Carrying on from Todds excellent Albums under a microscope series of threads I wanted to carry things on with individual songs, and look at them in a bit of depth (but not chronologically like Todd did).
I decided to start with Baby Your A Rich Man (for no apparent reason), hopefully this may create some discussions between us as in the albums threads.
Around 1967, the term "beautiful people" was invented to describe rich, young hippie pretenders. In his book "Shout" Philip Norman said that is what Brian Epstein was like in the last few months of his life. He started wearing hippie clothes instead of suits, increased his drug intake and grew his hair. John Lennon supposedly noticed that, and asks him, in this song "How does it feel to be one of the "beautiful people"?
Maybe, maybe not..
Its a great song though, typical John Lennon psych of the period, strange distorted instrumentation, a bit Indian sounding, I believe Mick Jagger helps with backing vocals towards the end of the ending (coda).

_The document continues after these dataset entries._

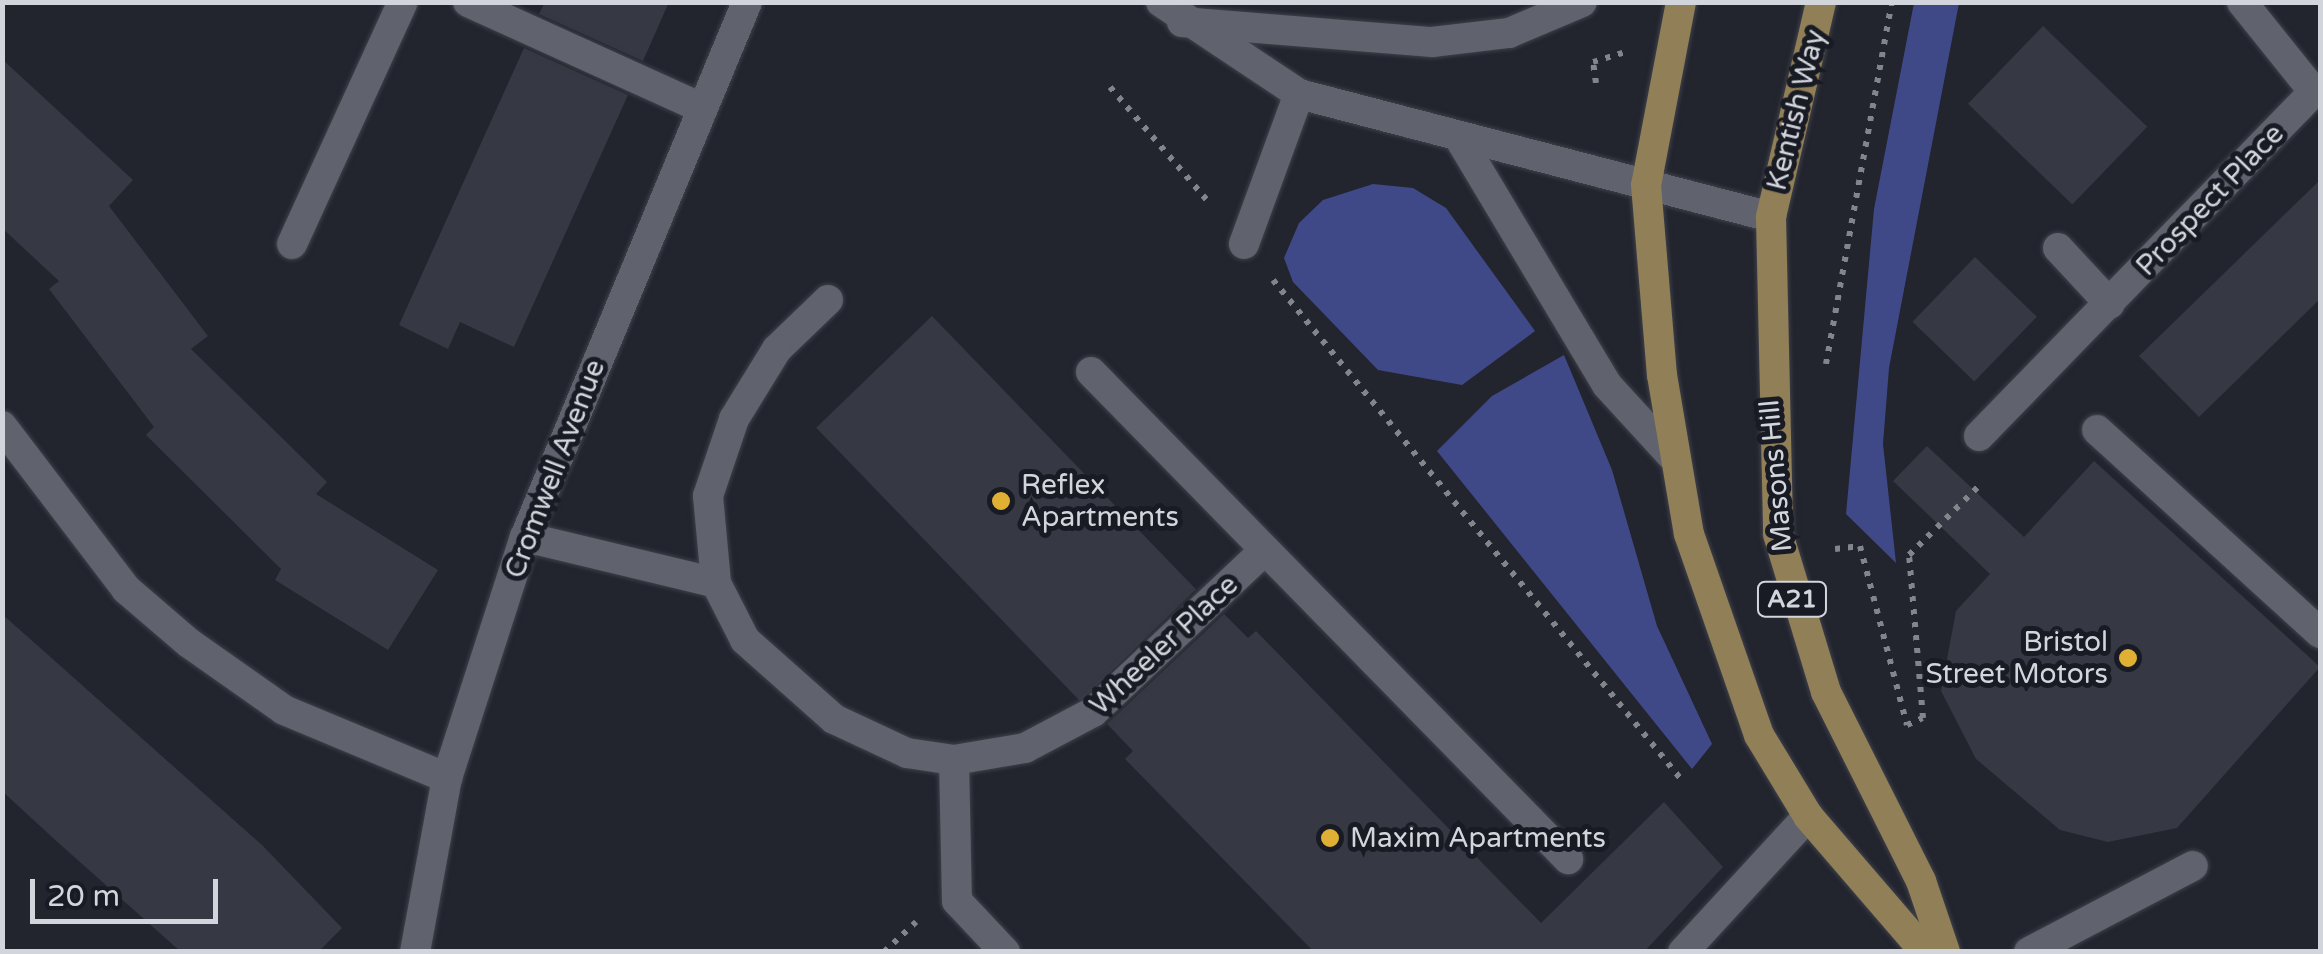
<!DOCTYPE html>
<style>
body{margin:0}
#map{position:relative;width:2323px;height:954px;overflow:hidden;background:#22242e;font-family:"Varela Round",sans-serif}
div>[style]{position:absolute}
.forest>*{inset:0;background:#404988}
.building>*{inset:0;background:#363843;transform-origin:0 0}
.path>*{height:6px;margin-top:-3px;transform-origin:0;background:repeating-linear-gradient(90deg,#83858d 0 5px,transparent 0 13px)}
.roads{filter:drop-shadow(0 0 2px #3f4149) drop-shadow(0 0 2px #3f4149)}
.lane>*{height:30px;margin:-15px;padding:0 15px;transform-origin:15px;border-radius:15px;background:#60626e}
.street>*{height:30px;margin:-15px;padding:0 15px;transform-origin:15px;border-radius:15px;background:#60626e}
.secondary>*{height:30px;margin:-15px;padding:0 15px;transform-origin:15px;border-radius:15px;background:#60626e}
.primary>*{height:30px;margin:-15px;padding:0 15px;transform-origin:15px;border-radius:15px;background:#917f57}
.dots>*{width:28px;height:28px;translate:-50% -50%;box-sizing:border-box;border:5px solid #181a24;border-radius:50%}
span{translate:-50% -50%;white-space:nowrap;text-align:center;line-height:1.15;-webkit-text-stroke:10px #181a24;paint-order:stroke}
.shield-label span{padding:2px 8px;background:#181a24;border:2px solid;border-radius:8px;-webkit-text-stroke-width:0}
.shield-label{font-size:25px;color:#d3d5dc;font-weight:700}
.street-label{font-size:28px;color:#d3d5dc}
.poi-label{font-size:28px;color:#d3d5dc}
.left{translate:0 -50%;text-align:left}
.right{translate:-100% -50%;text-align:right}
.frame{position:absolute;inset:0;border:5px solid #d3d5dc;pointer-events:none}
.scale{position:absolute;left:30px;top:879px;width:188px;height:45px;box-sizing:border-box;border:5px solid #d3d5dc;border-top:0;padding-left:12px;font-size:30px;line-height:35px;white-space:nowrap;color:#d3d5dc;-webkit-text-stroke:8px #181a24;paint-order:stroke}
</style>
<div id="map">
<div class="forest">
<i style="clip-path:polygon(1914px 3px,1959px 3px,1889px 368px,1883px 444px,1896px 563px,1846px 514px,1874px 209px)"></i>
<i style="clip-path:polygon(1373px 184px,1413px 188px,1446px 208px,1535px 331px,1462px 385px,1378px 370px,1293px 282px,1284px 258px,1299px 223px,1323px 200px)"></i>
<i style="clip-path:polygon(1564px 355px,1612px 470px,1657px 626px,1712px 744px,1692px 769px,1437px 451px,1492px 396px)"></i>
</div>
<div class="building">
<i style="clip-path:polygon(545px 2px,669px 2px,643px 61px,539px 14px)"></i>
<i style="left:2043px;top:26px;width:145px;height:108px;rotate:44deg"></i>
<i style="clip-path:polygon(524px 48px,628px 95px,514px 347px,460px 322px,448px 349px,399px 325px)"></i>
<i style="clip-path:polygon(2px 59px,133px 180px,109px 206px,208px 336px,191px 349px,327px 482px,316px 494px,438px 570px,388px 650px,275px 580px,281px 569px,146px 435px,154px 427px,49px 289px,59px 281px,2px 228px)"></i>
<i style="clip-path:polygon(2320px 180px,2320px 299px,2199px 417px,2139px 356px)"></i>
<i style="left:1975px;top:257px;width:86px;height:90px;rotate:44deg"></i>
<i style="left:932px;top:316px;width:380px;height:161px;rotate:46deg"></i>
<i style="clip-path:polygon(1927px 446px,2024px 537px,2094px 461px,2320px 667px,2177px 828px,2108px 842px,2060px 830px,1976px 759px,1941px 691px,1956px 611px,1990px 574px,1893px 481px)"></i>
<i style="clip-path:polygon(2px 614px,263px 846px,342px 928px,318px 952px,181px 952px,53px 838px,2px 791px)"></i>
<i style="clip-path:polygon(1224px 614px,1248px 638px,1256px 631px,1541px 923px,1664px 802px,1723px 867px,1644px 952px,1314px 952px,1125px 759px,1133px 751px,1107px 724px)"></i>
</div>
<div class="path">
<i style="left:1596px;top:83px;width:21px;rotate:-98deg"></i>
<i style="left:1593px;top:62px;width:31px;rotate:-17deg"></i>
<i style="left:1110px;top:87px;width:155px;rotate:49.4deg"></i>
<i style="left:1273px;top:280px;width:643px;rotate:50.74deg"></i>
<i style="left:1826px;top:364px;width:368px;rotate:-79.7deg"></i>
<i style="left:1835px;top:549px;width:25px;rotate:-7deg"></i>
<i style="left:1860px;top:546px;width:185px;rotate:75.3deg"></i>
<i style="left:1907px;top:725px;width:17px;rotate:-24deg"></i>
<i style="left:1923px;top:718px;width:164px;rotate:-94.9deg"></i>
<i style="left:1909px;top:555px;width:104px;rotate:-44.6deg"></i>
<i style="left:884px;top:952px;width:44px;rotate:-43.2deg"></i>
</div>
<div class="roads">
<div class="lane">
<i style="left:468px;top:2px;width:254px;rotate:24.4deg"></i>
<i style="left:292px;top:244px;width:266px;rotate:-65.4deg"></i>
<i style="left:1244px;top:244px;width:160px;rotate:-69.9deg"></i>
<i style="left:828px;top:300px;width:71px;rotate:136.1deg"></i>
<i style="left:777px;top:349px;width:82px;rotate:121.6deg"></i>
<i style="left:734px;top:419px;width:81px;rotate:108.7deg"></i>
<i style="left:708px;top:496px;width:87px;rotate:84.7deg"></i>
<i style="left:716px;top:583px;width:64px;rotate:63deg"></i>
<i style="left:745px;top:640px;width:119px;rotate:41.6deg"></i>
<i style="left:834px;top:719px;width:81px;rotate:25deg"></i>
<i style="left:907px;top:753px;width:48px;rotate:8.5deg"></i>
<i style="left:954px;top:760px;width:72px;rotate:-9.6deg"></i>
<i style="left:1025px;top:748px;width:77px;rotate:-27.9deg"></i>
<i style="left:1093px;top:712px;width:236px;rotate:-43.3deg"></i>
<i style="left:1091px;top:372px;width:682px;rotate:45.59deg"></i>
<i style="left:2097px;top:430px;width:302px;rotate:42.3deg"></i>
<i style="left:525px;top:537px;width:196px;rotate:13.5deg"></i>
<i style="left:954px;top:760px;width:141px;rotate:88.8deg"></i>
<i style="left:957px;top:901px;width:70px;rotate:46.7deg"></i>
<i style="left:2029px;top:952px;width:185px;rotate:-27.7deg"></i>
</div>
<div class="street">
<i style="left:2058px;top:248px;width:76px;rotate:47.1deg"></i>
<i style="left:2px;top:426px;width:205px;rotate:52.7deg"></i>
<i style="left:126px;top:589px;width:83px;rotate:40.6deg"></i>
<i style="left:189px;top:643px;width:116px;rotate:35.2deg"></i>
<i style="left:284px;top:710px;width:177px;rotate:22.6deg"></i>
<i style="left:1979px;top:436px;width:480px;rotate:-45.8deg"></i>
<i style="left:2314px;top:92px;width:115px;rotate:-128.7deg"></i>
<i style="left:415px;top:952px;width:177px;rotate:-79.6deg"></i>
<i style="left:447px;top:778px;width:253px;rotate:-72.1deg"></i>
<i style="left:525px;top:537px;width:579px;rotate:-67.46deg"></i>
<i style="left:1683px;top:952px;width:185px;rotate:-47.4deg"></i>
</div>
<div class="secondary">
<i style="left:1161px;top:2px;width:166px;rotate:33.7deg"></i>
<i style="left:1299px;top:94px;width:488px;rotate:14.6deg"></i>
<i style="left:1182px;top:22px;width:251px;rotate:4.6deg"></i>
<i style="left:1432px;top:42px;width:78px;rotate:-6.7deg"></i>
<i style="left:1509px;top:33px;width:79px;rotate:-23deg"></i>
<i style="left:1461px;top:141px;width:284px;rotate:59.1deg"></i>
<i style="left:1607px;top:385px;width:96px;rotate:47.5deg"></i>
</div>
<div class="primary">
<i style="left:1681px;top:2px;width:186px;rotate:100.8deg"></i>
<i style="left:1646px;top:185px;width:191px;rotate:85.2deg"></i>
<i style="left:1662px;top:375px;width:161px;rotate:80.4deg"></i>
<i style="left:1689px;top:534px;width:213px;rotate:70.8deg"></i>
<i style="left:1759px;top:735px;width:95px;rotate:58.8deg"></i>
<i style="left:1808px;top:816px;width:179px;rotate:49.3deg"></i>
<i style="left:1821px;top:2px;width:221px;rotate:103.1deg"></i>
<i style="left:1771px;top:217px;width:317px;rotate:88.7deg"></i>
<i style="left:1778px;top:534px;width:165px;rotate:73.1deg"></i>
<i style="left:1826px;top:692px;width:212px;rotate:63.3deg"></i>
<i style="left:1921px;top:881px;width:75px;rotate:71.3deg"></i>
</div>
</div>
<div class="dots">
<i style="left:1001px;top:501px;background:#e0b034"></i>
<i style="left:2128px;top:658px;background:#e0b034"></i>
<i style="left:1330px;top:838px;background:#e0b034"></i>
</div>
<div class="shield-label">
<span style="left:1792px;top:599px">A21</span>
</div>
<div class="street-label">
<span style="left:1796px;top:110px;rotate:-76deg">Kentish Way</span>
<span style="left:2210px;top:200px;rotate:-46deg">Prospect Place</span>
<span style="left:555px;top:469px;rotate:-69deg">Cromwell Avenue</span>
<span style="left:1776px;top:476px;rotate:-95deg">Masons Hill</span>
<span style="left:1164px;top:645px;rotate:-43deg">Wheeler Place</span>
</div>
<div class="poi-label">
<span class="left" style="left:1021px;top:501px">Reflex<br>Apartments</span>
<span class="right" style="left:2108px;top:658px">Bristol<br>Street Motors</span>
<span class="left" style="left:1350px;top:838px">Maxim Apartments</span>
</div>
<div class="frame"></div>
<div class="scale">20 m</div>
</div>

Two song fragments were combined to create "Baby, You're a Rich Man". The verses from "One of the beautiful People" by John Lennon were combined with Paul McCartney's previously unaccompanied "Baby, you're a rich man …" chorus.
The song was recorded and mixed (in mono) on 11 May 1967 at Olympic Sound Studios. The music featured an unusual oboe-like sound which was created with a clavioline (an early forerunner of the synthesiser) and a spin-echo (feed back delay) effect which was used to fill from the end of one line of the verse to the start of the next.
According to Mark Lewisham, these are the personel on the song.
John Lennon – double-tracked vocal, clavioline, piano
Paul McCartney – harmony vocal, piano, bass
George Harrison – harmony vocal, guitar, handclaps
Ringo Starr – drums, tambourine, maracas, handclaps
Eddie Kramer – vibraphone
George Martin – producer
Keith Grant – engineer
"Baby, You're a Rich Man" was released as the B-side of the single "All You Need Is Love" on 7 July 1967 in the United Kingdom and on 17 July 1967 in the United States. Later that year, against the Beatles' wishes, it was included on the US album Magical Mystery Tour (made available in both mono and ‘mock stereo’) but for a 1971 German release of the Magical Mystery Tour album, George Martin and recording engineer Geoff Emerick created the first true stereo mix of the song; unable to recreate the spin-echo effect that had been included at the mixing stage of the original recording, they simply omitted it.
Interestingly then it wasnt available in true stereo until 1971.
Eventually and curiously the song ended up being on versions of 2 compilation albums Magical Mystery Tour and Yellow Submarine Songtrack.
What a wonderfully recorded track though, I love the way John asks questions in a falsetto voice and answers them in a normal singing voice, the song is in the key of G and has a kind of drone feeling throughout (similar to Rain), harmonically it isnt complex, basically G,C, F with a B7 or something thrown in, tempo wise its quite strange, as are a lot of Johns songs........a wonderfully creative bassline (Rickenbaker ?) from Paul dominates quite a bit although the clavioline is very high in the mix and features often, Ringo's drumming is basic but it sounds to me like theirs some nice figures just before each chorus.
The piano is quite dominant to and sounds like it heavily phased or miked in some strange way.
If you have the remasters and some good headphones you can hear practically everything that going on.
The chorus is basically a chant and I believe in the studio John was singing 'Brian your a rich f** Jew' (rumour) which is typical of Johns humour and sarcasm.......I am convinced the song was about Brian though, particularly when John mentions keeping his money in a big brown bag etc, there were rumours that Brian accepted payments in paper bags when they were on tour.
On the whole I love this song, its very much of its time and when I listen it conjours up a kind of musical pastiche of sound and feeling, I remember at the time, (and even though it came as a sort of footnote to Sgt Pepper) thinking there had been nothing quite like this before, it was 'strange' and exotic but somehow familiar and safe.......its not a classic, in the way Strawberry Fields is, but a superb period piece that was just what we all wanted in 1967.....typical of the brilliance of John Lennon.